Berlin – Die Ampel-Koalition steckt womöglich in ihrer tiefsten Krise bisher. Nachdem Finanzminister Christian Lindner (FDP) am Wochenende ein Forderungskatalog für eine neue Wirtschaftspolitik publik gemacht hat, wurde er kurzerhand von Kanzler Olaf Scholz (SPD) ins Kanzleramt zitiert. Weitere Gespräche folgten mit den SPD-Spitzen, in dieser Woche will Scholz auch noch mit Vizekanzler Robert Habeck (Grüne) sprechen.

Durch die Koalitionskrise drohen wichtige Vorhaben der Ampel-Regierung nicht mehr final verabschiedet zu werden. Besonders hart würde das Rentner treffen, denn die Bundesregierung hat noch mehrere rentenpolitische Pläne in der Mache. Ebenfalls auf der Kippe stehen aber auch Bürgergeld-Maßnahmen, die noch den Bundestag passieren müssen.

Ampel plant mehrere Bürgergeld-Reformen: Prämie für Bürgergeld-Empfänger und mehr Sanktionen

Seit Anfang September versucht die Ampel-Koalition zentrale Maßnahmen in ihrer „Wachstumsinitiative“ auf den Weg zu bringen. Auch für das Bürgergeld sind Reformen vorgesehen:

  1. Anschubfinanzierung: Wer nach dem Bürgergeld mindestens ein Jahr lang in einem Job beschäftigt ist, soll eine Prämie von 1000 Euro erhalten.
  2. Die zumutbare Pendelzeit für die Aufnahme eines Jobs wird von zwei auf zweieinhalb Stunden pro Strecke erhöht.
  3. Wer einen Job ohne „triftigen Grund“ ablehnt, muss mit einer Bürgergeld-Kürzung um 30 Prozent für drei Monate rechnen. Wer Termine im Jobcenter nicht annimmt, soll ebenfalls bis zu 30 Prozent Leistungsminderung akzeptieren müssen
  4. Die Karenzzeit für das Schonvermögen wird auf sechs Monate verkürzt (von einem Jahr)
  5. Wer im Verdacht steht, eine Schwarzarbeit auszuüben, wird an die Zollverwaltung gemeldet

Doch nun ist fraglich, ob diese Bürgergeld-Reformen auch wirklich kommen. Das Bundeskabinett hat die Maßnahmen am 2. Oktober in Form einer Formulierungshilfe zwar beschlossen; doch bevor die Maßnahmen in Kraft treten können, müssen sie durch das Parlament. Das ist noch nicht geschehen – und steht durch die aktuelle Koalitionskrise nun auf der Kippe.

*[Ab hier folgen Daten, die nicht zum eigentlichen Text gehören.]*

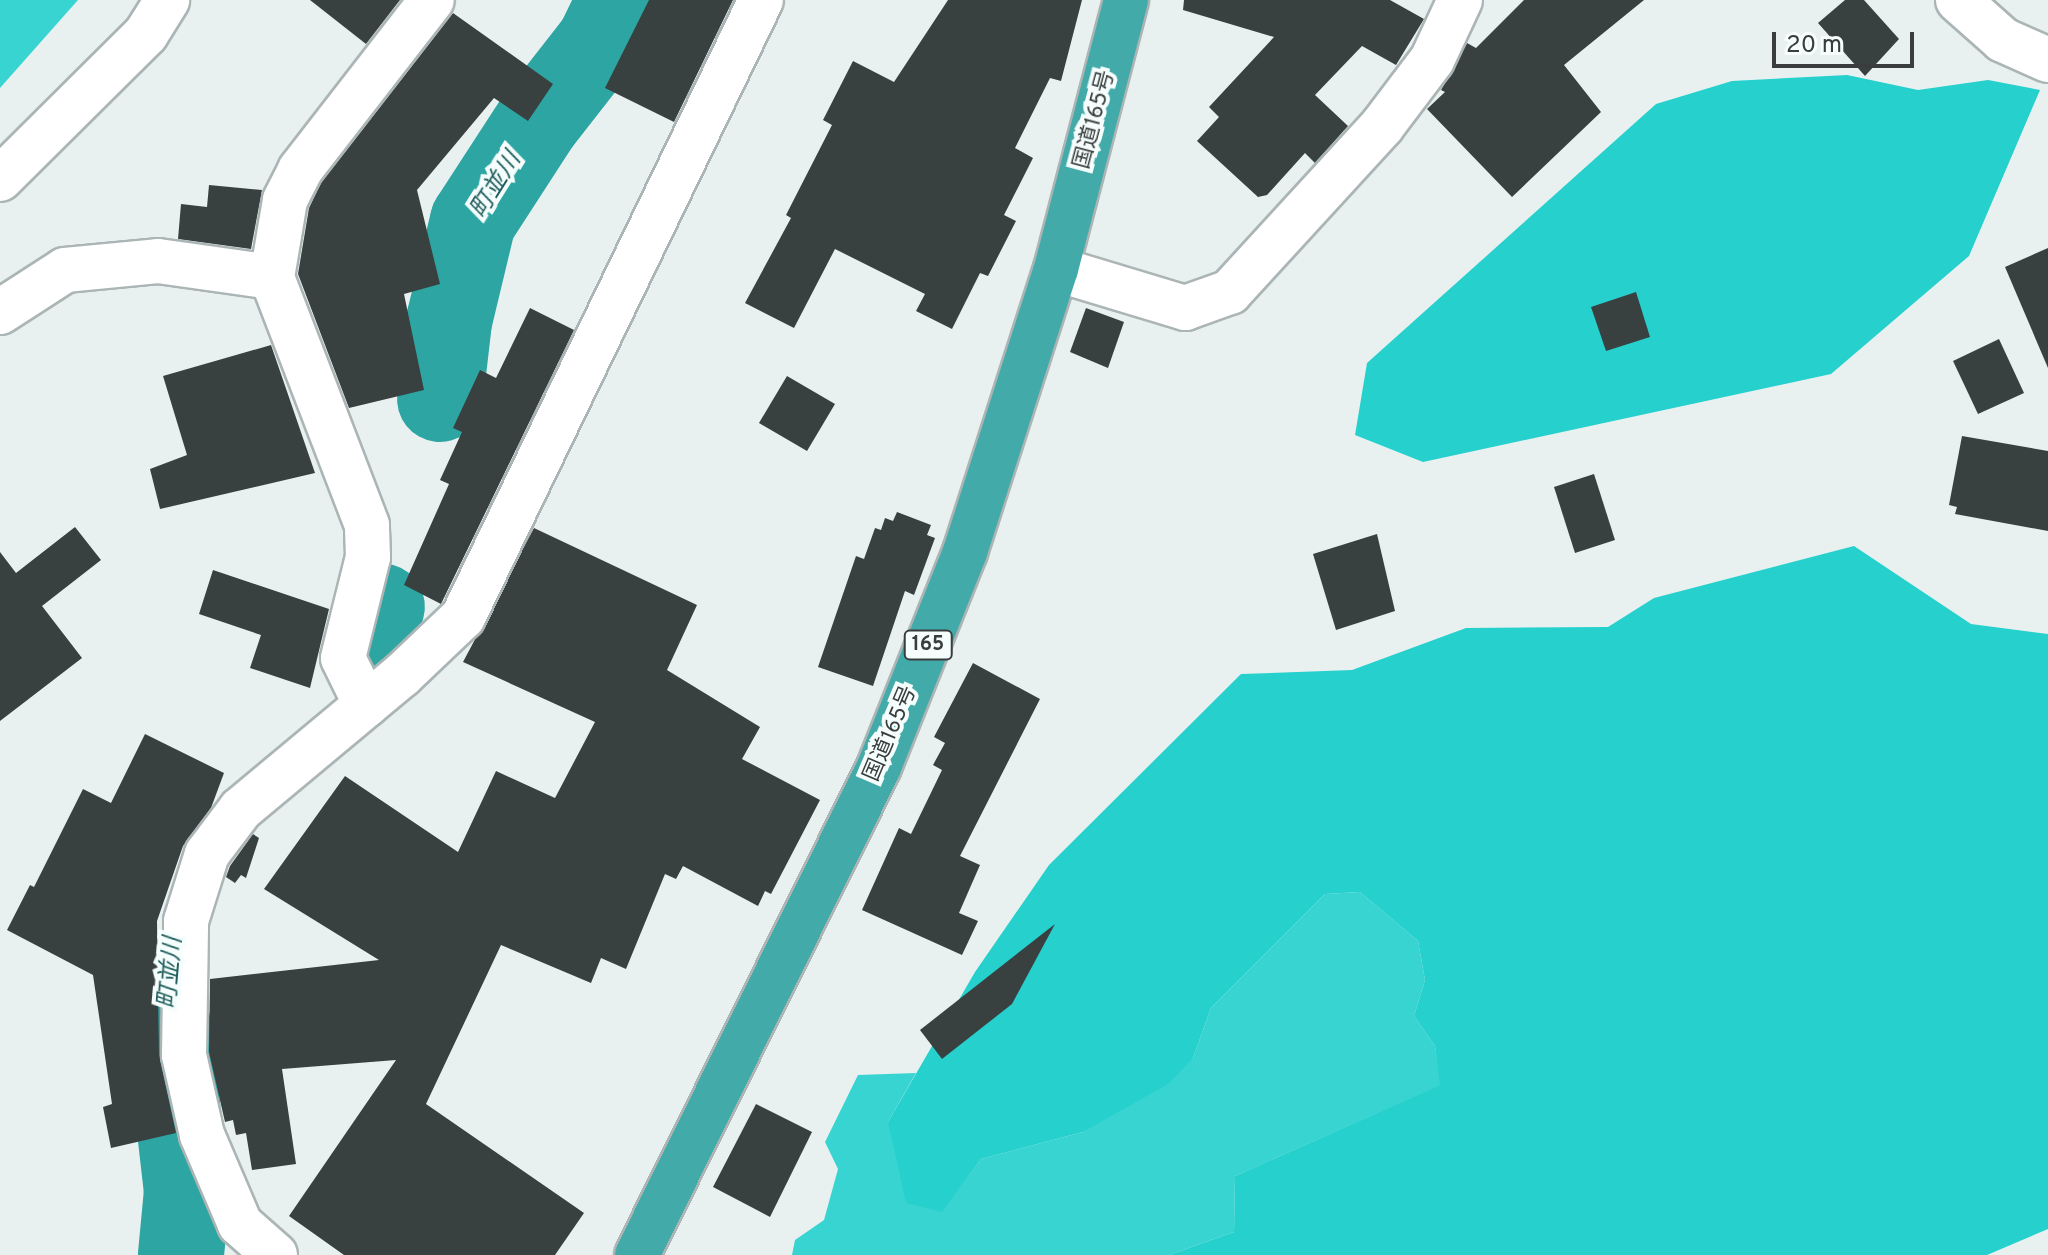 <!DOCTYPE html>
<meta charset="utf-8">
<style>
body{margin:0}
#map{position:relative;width:2048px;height:1255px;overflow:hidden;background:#e8f1f0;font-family:Overpass,"Noto Sans JP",sans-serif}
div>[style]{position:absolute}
.green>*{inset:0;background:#38d4d1}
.forest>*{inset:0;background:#26d0cd}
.river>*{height:86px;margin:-43px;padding:0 43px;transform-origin:43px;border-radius:43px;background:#2da5a3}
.building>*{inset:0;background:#394040}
.roads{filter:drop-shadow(2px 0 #acb5b5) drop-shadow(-2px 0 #acb5b5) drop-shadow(0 2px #acb5b5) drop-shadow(0 -2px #acb5b5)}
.minor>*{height:44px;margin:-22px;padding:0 22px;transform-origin:22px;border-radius:22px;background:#fff}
.highway>*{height:44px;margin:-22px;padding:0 22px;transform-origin:22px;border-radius:22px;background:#42aaa8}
span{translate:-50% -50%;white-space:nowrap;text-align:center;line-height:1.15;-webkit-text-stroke:8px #f5fefd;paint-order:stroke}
.shield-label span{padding:2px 6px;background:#f5fefd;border:2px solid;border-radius:6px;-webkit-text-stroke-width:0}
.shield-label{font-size:20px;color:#393d3d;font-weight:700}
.street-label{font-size:22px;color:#393d3d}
.water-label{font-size:24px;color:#205e5d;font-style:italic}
.scale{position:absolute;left:1772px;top:32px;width:142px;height:36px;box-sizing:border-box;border:4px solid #393d3d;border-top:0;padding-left:10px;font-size:24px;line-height:28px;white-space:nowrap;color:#393d3d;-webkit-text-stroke:6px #f5fefd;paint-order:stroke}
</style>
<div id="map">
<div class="green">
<div style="clip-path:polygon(0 0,78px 0,0 88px)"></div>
<div style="clip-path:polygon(1360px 892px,1418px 941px,1425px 980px,1414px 1016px,1435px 1046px,1441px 1085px,1235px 1176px,1234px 1232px,1169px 1255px,792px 1255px,795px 1240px,824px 1220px,838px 1169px,825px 1142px,858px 1075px,916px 1073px,888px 1122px,942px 1211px,981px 1159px,1083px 1132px,1193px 1058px,1211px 1008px,1325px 894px)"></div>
</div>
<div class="forest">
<div style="clip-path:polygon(1847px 75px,1918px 90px,1988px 80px,2040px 90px,1969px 256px,1831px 374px,1423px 462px,1355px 435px,1367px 363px,1656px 104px,1732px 81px)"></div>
<div style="clip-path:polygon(1854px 546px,1971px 624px,2048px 634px,2048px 1229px,1987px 1255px,1169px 1255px,1234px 1232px,1235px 1176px,1440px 1085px,1435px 1046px,1414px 1016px,1425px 980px,1418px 941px,1360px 892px,1325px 894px,1211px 1008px,1193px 1058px,1168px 1084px,1083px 1132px,981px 1159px,942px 1212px,906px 1203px,888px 1122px,975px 972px,1049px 865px,1241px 674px,1352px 670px,1466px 628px,1608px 627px,1654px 598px)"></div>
</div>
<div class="river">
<div style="left:440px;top:399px;width:79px;rotate:-83.4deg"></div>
<div style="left:449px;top:321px;width:103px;rotate:-76.5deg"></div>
<div style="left:473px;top:221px;width:119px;rotate:-57deg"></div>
<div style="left:538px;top:121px;width:99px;rotate:-52deg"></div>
<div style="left:599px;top:43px;width:48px;rotate:-64deg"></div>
<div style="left:371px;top:646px;width:41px;rotate:-74.6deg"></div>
<div style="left:168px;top:1025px;width:167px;rotate:83.5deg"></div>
<div style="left:187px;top:1191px;width:64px;rotate:95.4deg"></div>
</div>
<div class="building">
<div style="clip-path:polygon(310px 0,400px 0,366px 44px)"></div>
<div style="clip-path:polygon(649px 0,733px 0,674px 122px,605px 88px)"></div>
<div style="clip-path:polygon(948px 0,1082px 0,1061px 81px,1050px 78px,1015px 148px,1033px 158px,1004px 215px,1016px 221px,988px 276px,980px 273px,952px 329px,916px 311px,925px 294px,835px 249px,794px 328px,745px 303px,791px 218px,786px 215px,832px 125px,823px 120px,853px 61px,894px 82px)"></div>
<div style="clip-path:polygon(1184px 0,1390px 0,1424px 19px,1396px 65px,1362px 46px,1315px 95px,1348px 126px,1315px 163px,1305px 153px,1267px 195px,1258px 197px,1197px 141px,1219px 117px,1209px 107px,1274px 37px,1183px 10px)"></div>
<div style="clip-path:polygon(1524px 0,1644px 0,1564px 65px,1601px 112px,1512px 197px,1427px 109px,1445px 92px,1441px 90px,1467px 43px,1476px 48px)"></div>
<div style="clip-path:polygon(1845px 0,1864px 0,1899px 39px,1865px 76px,1818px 23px)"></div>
<div style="clip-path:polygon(453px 13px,553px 84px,528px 121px,494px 98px,417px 190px,440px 284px,404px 294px,424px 390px,349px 408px,298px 274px,309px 208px,321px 183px)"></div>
<div style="clip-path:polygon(209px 185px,262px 190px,251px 249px,178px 239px,181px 204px,207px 207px)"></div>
<div style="clip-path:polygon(2048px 248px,2048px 368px,2005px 267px)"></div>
<div style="clip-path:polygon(1636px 292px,1650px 337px,1606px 351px,1591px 307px)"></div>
<div style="clip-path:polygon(530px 308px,574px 330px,441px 604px,404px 585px,449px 484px,440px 480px,462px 432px,453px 428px,480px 370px,496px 378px)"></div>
<div style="clip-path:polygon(1086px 308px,1124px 322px,1108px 368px,1070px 352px)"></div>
<div style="clip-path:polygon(1999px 339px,2024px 393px,1978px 414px,1953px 361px)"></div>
<div style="clip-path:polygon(271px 345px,315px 473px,160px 509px,150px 469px,187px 455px,163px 376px)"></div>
<div style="clip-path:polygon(787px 376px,835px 404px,807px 451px,759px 423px)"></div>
<div style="clip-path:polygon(1962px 436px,2048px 451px,2048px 531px,1955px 514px,1957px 507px,1949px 505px)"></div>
<div style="clip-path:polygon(1594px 474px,1615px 540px,1575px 553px,1554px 487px)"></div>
<div style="clip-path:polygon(897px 512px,931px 525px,927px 535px,935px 538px,914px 595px,905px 591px,873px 686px,818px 667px,856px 556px,864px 559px,875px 528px,881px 530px,885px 518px,893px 521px)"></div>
<div style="clip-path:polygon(75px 527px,101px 560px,42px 606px,82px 658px,0 721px,0 552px,16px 573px)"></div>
<div style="clip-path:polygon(534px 528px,697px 605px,667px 670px,760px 727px,742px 759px,820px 800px,771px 894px,765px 891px,758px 906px,683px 866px,676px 879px,665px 874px,626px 969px,601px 958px,591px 983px,501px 945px,426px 1104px,584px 1213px,555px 1255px,344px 1255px,289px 1216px,396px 1060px,282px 1069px,296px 1164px,252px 1170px,246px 1133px,236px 1135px,233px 1120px,225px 1122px,209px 1052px,210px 979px,379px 960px,264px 889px,345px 776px,458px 852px,496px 771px,555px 798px,595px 722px,463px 662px)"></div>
<div style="clip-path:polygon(1377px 534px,1395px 611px,1336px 630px,1313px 554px)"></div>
<div style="clip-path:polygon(213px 570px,329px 609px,310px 688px,250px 668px,261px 635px,199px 614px)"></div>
<div style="clip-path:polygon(973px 663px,1040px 699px,960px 856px,980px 865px,959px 913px,978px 921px,962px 955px,862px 910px,899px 828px,911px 834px,942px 770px,933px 765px,945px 743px,934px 737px)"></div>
<div style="clip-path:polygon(145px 734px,224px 773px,211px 808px,183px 846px,157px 921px,159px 1055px,176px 1133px,111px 1148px,103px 1107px,112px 1104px,93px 975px,7px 930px,30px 885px,34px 887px,83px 789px,111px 803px)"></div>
<div style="clip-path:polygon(253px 834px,259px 838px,246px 878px,241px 875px,235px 883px,226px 877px,230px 866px)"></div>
<div style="clip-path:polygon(1055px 924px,1012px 1004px,942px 1059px,920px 1030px)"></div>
<div style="clip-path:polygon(756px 1104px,812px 1132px,770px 1217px,713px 1187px)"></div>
</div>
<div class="roads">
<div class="minor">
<div style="left:1958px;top:0;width:60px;rotate:41.6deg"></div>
<div style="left:2003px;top:40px;width:49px;rotate:24deg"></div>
<div style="left:0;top:179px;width:206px;rotate:-44.8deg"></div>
<div style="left:146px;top:34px;width:40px;rotate:-58deg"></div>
<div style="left:1056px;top:269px;width:135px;rotate:16.8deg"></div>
<div style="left:1185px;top:308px;width:48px;rotate:-19.6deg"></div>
<div style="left:1230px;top:292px;width:225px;rotate:-47.5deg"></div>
<div style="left:1382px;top:126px;width:83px;rotate:-52.9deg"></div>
<div style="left:1432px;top:60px;width:66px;rotate:-65deg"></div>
<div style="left:0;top:312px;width:77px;rotate:-32.9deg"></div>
<div style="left:65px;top:270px;width:93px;rotate:-5.5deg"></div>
<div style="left:158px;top:261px;width:115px;rotate:8deg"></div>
<div style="left:366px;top:705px;width:52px;rotate:-116.1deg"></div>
<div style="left:343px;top:658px;width:104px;rotate:-76.1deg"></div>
<div style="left:368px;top:557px;width:32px;rotate:-92deg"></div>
<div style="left:367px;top:525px;width:266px;rotate:-111deg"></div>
<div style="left:272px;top:277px;width:78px;rotate:-80.4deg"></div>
<div style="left:285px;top:200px;width:34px;rotate:-63deg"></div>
<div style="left:300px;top:170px;width:215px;rotate:-52.2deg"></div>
<div style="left:275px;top:1255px;width:47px;rotate:-138.5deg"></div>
<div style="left:240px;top:1224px;width:97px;rotate:-113.1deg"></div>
<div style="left:202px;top:1135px;width:82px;rotate:-102.7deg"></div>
<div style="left:184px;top:1055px;width:134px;rotate:-89.1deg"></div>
<div style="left:186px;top:921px;width:70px;rotate:-72.6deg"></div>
<div style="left:207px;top:854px;width:56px;rotate:-52.9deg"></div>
<div style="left:241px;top:809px;width:209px;rotate:-39.8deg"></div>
<div style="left:402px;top:675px;width:84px;rotate:-43.6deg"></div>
<div style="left:463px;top:617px;width:685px;rotate:-64.22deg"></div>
</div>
<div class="highway">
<div style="left:637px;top:1255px;width:545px;rotate:-63.62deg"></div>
<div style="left:879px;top:767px;width:232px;rotate:-68.2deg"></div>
<div style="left:965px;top:552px;width:297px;rotate:-72.2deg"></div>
<div style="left:1056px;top:269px;width:278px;rotate:-75.4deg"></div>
</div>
</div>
<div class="shield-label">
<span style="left:928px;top:645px">165</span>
</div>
<div class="street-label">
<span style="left:1095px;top:120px;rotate:-75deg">国道165号</span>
<span style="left:891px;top:734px;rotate:-67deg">国道165号</span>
</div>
<div class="water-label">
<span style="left:497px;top:186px;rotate:-58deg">町並川</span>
<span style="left:172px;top:973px;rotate:-85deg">町並川</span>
</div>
<div class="scale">20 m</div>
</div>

Bürgergeld-Prämie in der Kritik: Bürgergeld-Empfänger erhalten bereits Prämien

Darüber hinaus gibt es viel Kritik an den geplanten Bürgergeld-Reformen. Besonders die 1000-Euro-Prämie für Bürgergeld-Empfänger, die eine Arbeit aufnehmen, hat für Furore gesorgt. Denn bereits jetzt gibt es Prämien, die die Jobcenter auszahlen können, in Form eines Einstiegsgeldes. Eine einheitliche Höhe des Einstiegsgelds gibt es dabei nicht. Sie hängt von den individuellen Lebensumständen der Bürgergeld-Beziehenden ab und kann sich über die Dauer der Förderung verändern. Faktoren dabei sind laut Bundesagentur für Arbeit die Dauer der Arbeitslosigkeit, die Chancen auf dem Arbeitsmarkt sowie die Lebenssituation, also ob die betroffene Person eine Familie hat oder alleine lebt.

Hubertus Heil sitzt auf der Regierungsbank im Bundestag.
Hubertus Heil im Bundestag. © Bernd von Jutrczenka/dpa

Wenn frühere Erwerbslose eine Ausbildung machen und sie die Zwischen- und Abschlussprüfungen bestehen, erhalten sie die Weiterbildungsprämie. Für eine Zwischenprüfung gibt es dabei 1000 Euro, für eine Abschlussprüfung 1500 Euro – steuerfrei. Ziel dieser Prämien für Bürgergeld-Beziehende ist nicht alleine, einen Anreiz zum Beginn einer Arbeit zu schaffen. Es geht dabei vor allem darum, dass sich die Arbeit – auch in Jobs mit zu geringen Gehältern – lohnt, wenn dadurch bestimmte Sozialleistungen wegfallen.

Schärfere Sanktionen für Bürgergeld-Empfänger: Durch mögliches Ampel-Aus auf der Kippe?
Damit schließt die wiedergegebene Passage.